For the second year in a row, District 39 Rep. Dana McLean is pushing for rape laws to be redefined in Mississippi.
McLean is the author of House Bill 995, which she calls “The Rape Bill.” It would entirely repeal the statute that states rape inside marriages cannot occur, and it modifies language currently stating rape can only happen to women.
“Currently on the books, (rape) is to forcibly ravish a female of previously chaste character,” McLean told The Dispatch. “It’s like something out of the 1800s, very antiquated. My bill redefines rape and makes it consistent with the sexual assault and battery statutes currently on the book. It also takes away the spousal defense — there’s a threshold defense that if you’re married to the victim, that’s a defense, so we really need to remove that marital defense. Most states have done that because it doesn’t matter if you’re married or not, you must still have consent.”
Last year, it passed the House with “overwhelming” support, but it died in the Senate.
This year it passed 117-0 in the House of Representatives, and the Senate passed it with an amendment.
It went back to the House for concurrence, but instead they invited conference.
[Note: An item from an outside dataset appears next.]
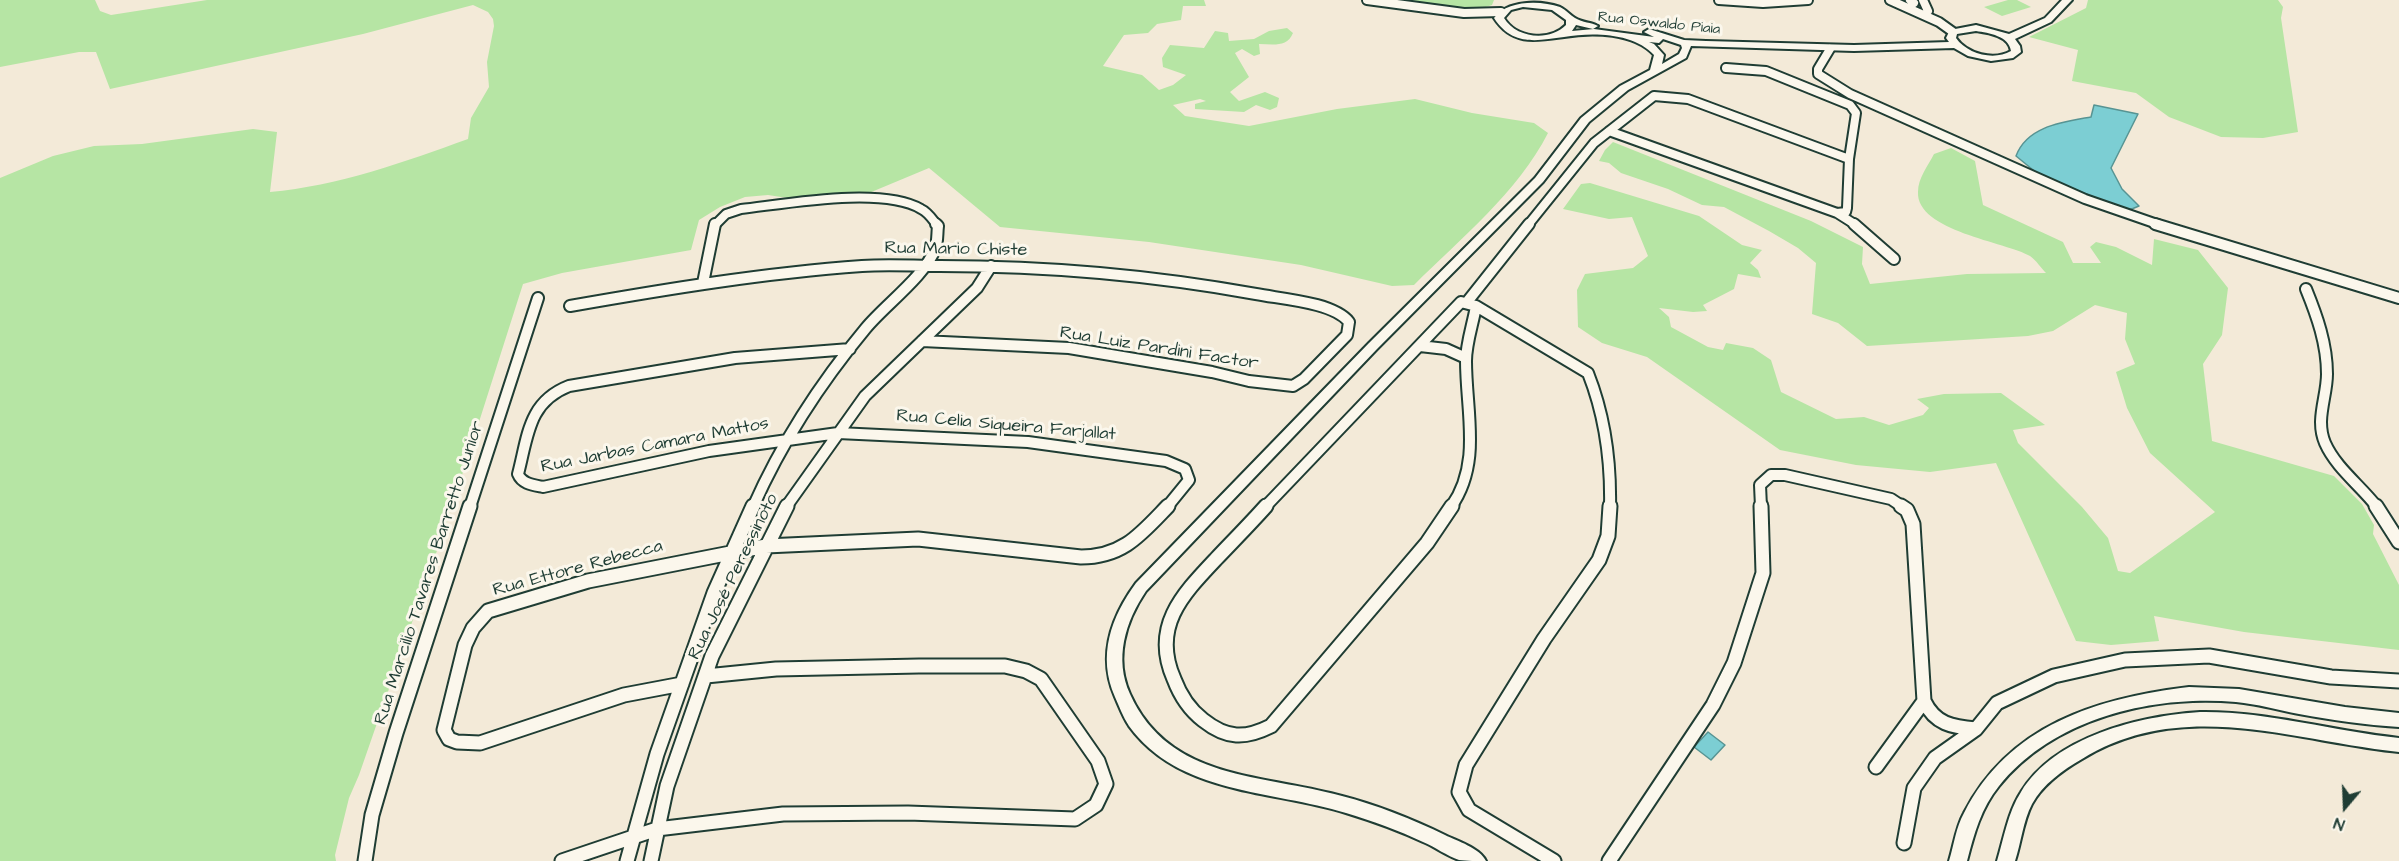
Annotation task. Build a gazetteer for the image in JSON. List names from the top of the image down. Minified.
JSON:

When conference is invited, three from the House and three from the Senate come together to try to “hammer out the differences and come to a compromise,” McLean said.
On Tuesday, the House chose its three representatives for conference: Bryant Clark (D-District 47), Angela Cockerham (I-District 96) and Donnie Scoggin (R-District 89).
Scott Colom, 16th Circuit district attorney, said the current way the law defines rape is limited and allows questions into the character of victims, so perpetrators tend to be prosecuted under sexual battery laws.
“There’s a specific statute that defines rape, and it historically has some language in there about chastity,” Colom said. “It was also limited to women, and there has been some stuff about spousal privilege that was really disgusting. … There’s a sexual battery statute that says you can’t have sex without somebody’s consent. … Typically we prosecuted under that statute because you avoid all the issues the rape statute carries, and the sexual battery statute carries up to 30 years mandatory.”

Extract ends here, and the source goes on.